By Todd Johnson
Some players just ooze baseball. From the way they tape their wrists to the way they get in the batter’s box and to the way they take infield, there’s just something about them that reeks of sweat, and dirt, Zack Short of the South Bend Cubs is one of those players. In the old days, he might be called a baseball rat. He could be the first one to arrive in the morning and the last one to leave at night. I don’t know if Short does that, but he comes across as a player who eats, lives, and breathes baseball.
Coming from a small school like Sacred Heart University, Short was not on the list of the top shortstops in the country after his junior year. The Cubs took a gamble on the young infielder and it looks to be paying off big dividends. The young South Bend Cubs, with the help of Short, have now surged into a tie for first place in the Eastern Division of the Midwest League.
Plays three positions
Has some pop in his small frame
Great eye and approach, works counts
Areas of Concern
Size, or lack thereof
What others say
Scout.com’s Mike Nester summed up Short’s college career well:
At Sacred Heart, he hit .324 as a freshman to earn Louisville Slugger Freshman All-American honors and led the NEC with nine homers and 33 walks as a sophomore. Short should battle for a starting spot at South Bend and will likely start the year in the MWL.
His junior year did not go well. His average slumped to .241 but his OBP was .352. He only hit 5 HRs and drove in 35 in 58 games. Still, the Cubs saw something in his approach they liked and selected him in the 17th round of the 2016 MLB Draft.
He did spend some time (14 games) in Rookie League in Mesa. He hit .318 with an OBP of .500. After his promotion to Eugene, Short played mostly shortstop and helped lead Eugene to a Northwest League Championship. While he only hit .236, his OBP was an amazing .400. He had 1 HR in just 39 games.
I knew something was going to be a little different for Short in Spring Training. He spent a lot of time at 3B. I think he can play any position well as he has really good footwork on defense. So far this season, he’s played 3 games at 2B, 5 at 3B, and 4 at SS. But in the end, it really doesn’t matter where he plays as long as he plays.
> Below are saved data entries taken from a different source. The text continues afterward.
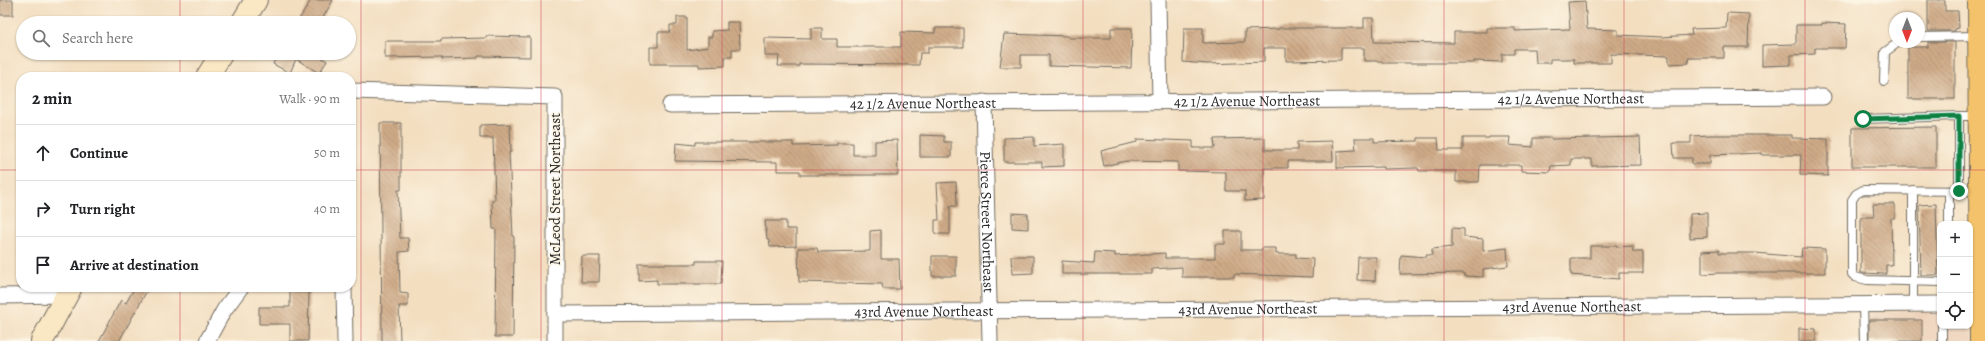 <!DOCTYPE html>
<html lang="en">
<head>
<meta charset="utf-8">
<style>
	:root { --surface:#fff; --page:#f6f6f6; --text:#202124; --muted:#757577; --line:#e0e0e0 }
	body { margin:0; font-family:Alegreya,serif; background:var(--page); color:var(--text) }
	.controls { position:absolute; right:12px; bottom:12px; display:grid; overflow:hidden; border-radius:8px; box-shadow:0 1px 3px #0004 }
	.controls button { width:36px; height:36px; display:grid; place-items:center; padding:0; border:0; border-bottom:1px solid var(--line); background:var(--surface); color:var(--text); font:20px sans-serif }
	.compass { position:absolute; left:1889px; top:12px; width:36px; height:36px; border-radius:50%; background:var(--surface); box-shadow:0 1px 3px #0004; rotate:180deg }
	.stop { position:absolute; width:12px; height:12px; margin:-9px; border:3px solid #0b8043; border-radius:50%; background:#fff }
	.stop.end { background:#0b8043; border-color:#fff; box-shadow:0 1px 4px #0008 }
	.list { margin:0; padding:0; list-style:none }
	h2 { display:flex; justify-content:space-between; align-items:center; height:52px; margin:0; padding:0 16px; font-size:17px }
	h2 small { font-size:13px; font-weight:400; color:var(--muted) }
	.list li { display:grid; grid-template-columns:26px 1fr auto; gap:12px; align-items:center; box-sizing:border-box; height:56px; padding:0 16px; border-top:1px solid var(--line) }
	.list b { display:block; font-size:15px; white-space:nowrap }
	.list em { font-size:13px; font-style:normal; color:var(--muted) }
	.icon { flex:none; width:22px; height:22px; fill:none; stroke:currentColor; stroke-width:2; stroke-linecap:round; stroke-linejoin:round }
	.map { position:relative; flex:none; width:1985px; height:341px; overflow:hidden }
	.search { position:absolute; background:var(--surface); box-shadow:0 1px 3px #0004; left:16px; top:16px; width:340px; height:44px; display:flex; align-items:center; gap:10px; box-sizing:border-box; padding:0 14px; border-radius:22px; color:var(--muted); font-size:15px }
	.panel { position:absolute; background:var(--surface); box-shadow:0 1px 3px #0004; left:16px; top:72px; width:340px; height:220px; border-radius:16px }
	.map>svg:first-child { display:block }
	.built { fill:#edd2ba }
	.building { fill:url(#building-back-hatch) }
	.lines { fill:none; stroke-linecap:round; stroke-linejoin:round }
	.lane-casing { stroke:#716a5f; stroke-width:10 }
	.street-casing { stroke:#716a5f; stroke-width:17 }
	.secondary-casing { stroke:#716a5f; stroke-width:24 }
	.primary-casing { stroke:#716a5f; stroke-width:24 }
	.lane { stroke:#fff; stroke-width:8 }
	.street { stroke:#fff; stroke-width:15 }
	.secondary { stroke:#fae7c3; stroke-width:22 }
	.primary { stroke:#f3c26a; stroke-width:22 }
	.route { stroke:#0b8043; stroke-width:5 }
	.grid { fill:none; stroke:#d1495b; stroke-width:1; stroke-opacity:0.55 }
	.labels { text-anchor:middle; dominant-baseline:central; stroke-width:3; stroke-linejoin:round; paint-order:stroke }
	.street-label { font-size:15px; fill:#2b2b2b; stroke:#fcf5e5 }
</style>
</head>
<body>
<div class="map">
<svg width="1985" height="341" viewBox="0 0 1985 341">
	<defs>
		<pattern id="building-back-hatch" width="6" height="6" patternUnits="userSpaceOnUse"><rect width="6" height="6" fill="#cfaa87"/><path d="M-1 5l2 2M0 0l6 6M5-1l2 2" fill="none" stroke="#a88b6f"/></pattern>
	</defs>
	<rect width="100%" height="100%" fill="#fcf5e5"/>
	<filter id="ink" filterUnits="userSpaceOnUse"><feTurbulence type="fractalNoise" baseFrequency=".025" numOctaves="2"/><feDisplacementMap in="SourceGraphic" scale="8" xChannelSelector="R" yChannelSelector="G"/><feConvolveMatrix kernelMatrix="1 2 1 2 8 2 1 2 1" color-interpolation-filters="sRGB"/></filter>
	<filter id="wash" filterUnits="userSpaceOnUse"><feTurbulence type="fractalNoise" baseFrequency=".012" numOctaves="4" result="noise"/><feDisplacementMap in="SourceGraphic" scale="16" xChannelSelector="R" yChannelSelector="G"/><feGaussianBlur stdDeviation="0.9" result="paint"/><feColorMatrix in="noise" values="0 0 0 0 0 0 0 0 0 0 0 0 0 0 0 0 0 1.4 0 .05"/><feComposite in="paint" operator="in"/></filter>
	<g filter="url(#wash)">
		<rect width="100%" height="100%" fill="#f3dec0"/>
		<path class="built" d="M1940,310V326H1970L1974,341H1867V312Z"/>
		<g id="blocks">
			<path class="building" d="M0,0H13V15H0Z
				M311,0H333L320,23H297Z
				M1928,0H1945V11H1958L1959,28L1955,29V31H1928Z
				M1585,1L1587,29L1618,30V35L1662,37L1692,35L1691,29L1726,28L1727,13L1749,14L1748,47H1724V58H1688L1689,63L1669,64V56L1611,54V63H1574V59H1550V63H1536L1535,49H1514V54H1502V62L1474,61V63H1382V61H1364V48H1341V60L1286,61V48H1264V62L1208,64L1183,62L1184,28H1203V43L1245,42V30L1279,29V28H1364V18H1373L1374,42L1454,43V32H1487V28H1515V31L1570,29L1568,2Z
				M677,17H687V50L708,47V37H712V31L727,30V22H739L740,49H732V57H725V66L699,67V64H650V47H658V32H670V25H677Z
				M1822,23L1846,24L1845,48H1815V54L1791,55V65L1762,66V45L1796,44V25H1822Z
				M811,28H822V39H837V47H901V32L935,33V28H963V47H928V53H920L919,65L799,64V66H778L779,56H765V38L811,39Z
				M1111,28H1132L1131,68L1049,66V55H1021V67H1000L1004,34L1068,36V38H1111Z
				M487,36L530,37V57L478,56V58L442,59V57L385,58V41H441V39L487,38Z
				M1928,42H1955V99H1908V47H1928Z
				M278,53H314L327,61L319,73L296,59L290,73L273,64Z
				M380,123H401V190H398L400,238H408L409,251L399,252L400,293L408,294V306H399L400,341H382Z
				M510,124L511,152H509L513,237H514L513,337H495L496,229H493L492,200H495L493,138H480V125Z
				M1936,127V167H1852V128Z
				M920,135L944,136V142H951V157H920Z
				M1710,135H1792V138L1828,139V176L1800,175L1801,155H1762V153L1710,155V164H1692V158H1674L1673,143H1691V136Z
				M1034,137V146L1064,144V166L1042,167V162H1004V138Z
				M1489,137H1510L1509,145L1533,147V138H1551V139L1640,137L1641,165L1592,166V159H1571V165L1551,166L1550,172L1521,171V165H1480L1479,182H1456V171H1419L1418,168L1384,169V167L1337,168V151L1356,150L1355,138H1374V142L1418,141V138H1438L1439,150H1463V138H1489Z
				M1265,138V150H1297V142L1332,141L1333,161H1288V168H1264V200L1245,201V191H1226V172L1178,171V162L1126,161L1104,166L1101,151L1137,142V139L1193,141V148H1215L1214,139Z
				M897,140L898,175H800V171H777V162L675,161L676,143L695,145V142H793V146L837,145V143H853V155H875V141Z
				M956,182L957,206H950V234H935V220H939L937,183Z
				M1873,204H1895V218H1891L1892,265H1886V274L1861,273V217H1874Z
				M1936,204L1938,275H1921L1919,205Z
				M1012,213L1028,214V229L1012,228Z
				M1707,213V237L1690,238V214Z
				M765,221H786V229H796V246L770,247L769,240H767Z
				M1452,228L1464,229V237L1483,239V251L1507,248L1508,266L1483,269V277L1464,276V273L1400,274L1401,255L1426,257V255H1432V249L1452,247Z
				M881,230V259H899L900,289H883L882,284L799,282L798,248H817L818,252L870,251V231Z
				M1225,231H1241V250H1262V248H1276V254H1296V258L1313,259L1312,277L1234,274V277H1182V267L1152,269V274H1062V261L1094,263L1095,252L1115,253V256L1165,253V258H1215V244H1225Z
				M1590,246H1617L1616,247L1633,246V252H1643V273H1619V279L1571,275V258H1590Z
				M1802,248L1825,249V273H1719L1702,274V251L1719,250V253H1755L1801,257Z
				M582,256H600L599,282H581Z
				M932,256H956V276H932Z
				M1011,256H1033V273L1012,274Z
				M1358,257H1376L1375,281L1357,280Z
				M696,261H722L721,284H657V280L639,281V264H696Z
				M135,287H149L119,341H99L121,300L126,303Z
				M290,292H309L308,341H290V324H259V307H290Z
				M1869,320H1922V341H1869Z
				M1799,328L1816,329V341H1799Z"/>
		</g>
	</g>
	<g filter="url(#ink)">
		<use href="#blocks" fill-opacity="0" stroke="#716a5f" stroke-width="1"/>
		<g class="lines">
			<g class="lane-casing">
				<path id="lane" d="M1919,37L1978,36
					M1884,81L1885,52L1899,42
					M1863,119L1959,116
					M1913,190V304
					M1959,191V116H1979
					M1949,224V191
					M1940,282L1867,280L1855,277L1852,274V200L1856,194L1863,190L1979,191
					M1863,305L1864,341
					M1942,326V341"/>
			</g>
			<g class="street-casing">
				<g id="street">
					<path d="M1158,0L1160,101"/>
					<path d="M351,91L555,97V341"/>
					<path id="s1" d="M984,102L990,341"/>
					<path id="s2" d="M670,105L1823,97"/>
					<path d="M344,287L345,341"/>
					<path d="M0,296L65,295"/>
					<path id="s3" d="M555,314L1940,304"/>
					<path d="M207,341L224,310L241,287"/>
				</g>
			</g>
			<g class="secondary-casing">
				<path id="secondary" d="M242,23L256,0
					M207,77L222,53
					M42,341L71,287"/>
			</g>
			<g class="primary-casing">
				<path id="primary" d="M1979,0L1981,341"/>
			</g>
			<use href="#lane" class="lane"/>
			<use href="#street" class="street"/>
			<use href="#secondary" class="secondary"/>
			<use href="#primary" class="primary"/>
		</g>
	</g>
	<g class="lines" filter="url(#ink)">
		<path class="route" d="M1863,119L1959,116V191"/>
	</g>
	<path class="grid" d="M180,0V23M361,0V341M541,0V341M722,0V341M902,0V341M1083,0V341M1263,0V341M1444,0V341M1624,0V341M1805,0V341M180,53V77M0,170H21M351,170H1985M180,287V341"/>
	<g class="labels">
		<g class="street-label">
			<text stroke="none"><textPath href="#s2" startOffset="901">42 1/2 Avenue Northeast</textPath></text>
			<text stroke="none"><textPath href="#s2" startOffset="577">42 1/2 Avenue Northeast</textPath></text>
			<text stroke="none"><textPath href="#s2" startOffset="253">42 1/2 Avenue Northeast</textPath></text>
			<text transform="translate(555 189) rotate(-90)">McLeod Street Northeast</text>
			<text stroke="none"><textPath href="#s1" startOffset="120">Pierce Street Northeast</textPath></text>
			<text stroke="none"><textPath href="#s3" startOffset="1017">43rd Avenue Northeast</textPath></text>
			<text stroke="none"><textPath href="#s3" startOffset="693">43rd Avenue Northeast</textPath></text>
			<text stroke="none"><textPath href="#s3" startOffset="369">43rd Avenue Northeast</textPath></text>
		</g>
	</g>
</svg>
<div class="controls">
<button>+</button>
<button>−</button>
<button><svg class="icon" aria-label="locate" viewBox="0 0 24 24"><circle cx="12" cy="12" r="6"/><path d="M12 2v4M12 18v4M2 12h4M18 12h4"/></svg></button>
</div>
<svg class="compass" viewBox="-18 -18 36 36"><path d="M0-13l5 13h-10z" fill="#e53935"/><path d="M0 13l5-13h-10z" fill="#757577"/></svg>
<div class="stop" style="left:1863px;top:119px"></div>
<div class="stop end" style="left:1959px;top:191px"></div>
<div class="search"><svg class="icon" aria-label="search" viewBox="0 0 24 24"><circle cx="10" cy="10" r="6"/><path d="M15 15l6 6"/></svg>Search here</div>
<section class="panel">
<h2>2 min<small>Walk · 90 m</small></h2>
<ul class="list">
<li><svg class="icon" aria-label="ahead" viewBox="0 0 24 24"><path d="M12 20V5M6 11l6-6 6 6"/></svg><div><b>Continue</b></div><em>50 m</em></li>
<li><svg class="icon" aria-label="right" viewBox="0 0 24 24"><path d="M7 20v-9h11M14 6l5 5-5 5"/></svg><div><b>Turn right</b></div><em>40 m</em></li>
<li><svg class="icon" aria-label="arrive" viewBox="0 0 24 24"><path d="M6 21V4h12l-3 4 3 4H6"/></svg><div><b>Arrive at destination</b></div></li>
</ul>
</section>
</div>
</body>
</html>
After a rough cold opening weekend in 2017 where he went 0 for 9, Short’s average over his last ten games before Friday night was at .333. The team was swept in that opening series. Afterwards, Short was moved to the leadoff spot and the Cubs are 9-3 since. His ability to hit for average and get on base jump started the South Bend offense.
On a team with young kids, Short is providing leadership in the clubhouse and on the field. However, to me, his bat and approach are a potent combination. With a team made up of mostly 18-20 year old kids, Short can set the example on how to work counts to get to a specific pitch in a specific zone or to coax a walk.
At just 21, he is likely to spend all year at South Bend. I think he will continue to play multiple positions. Ideally, I see him more of a second baseman. However, playing three positions enhances his profile. I am interested to see if he can sustain a near .300 batting average over the course of the spring and into summer. On the other hand, his OBP will always be his calling card.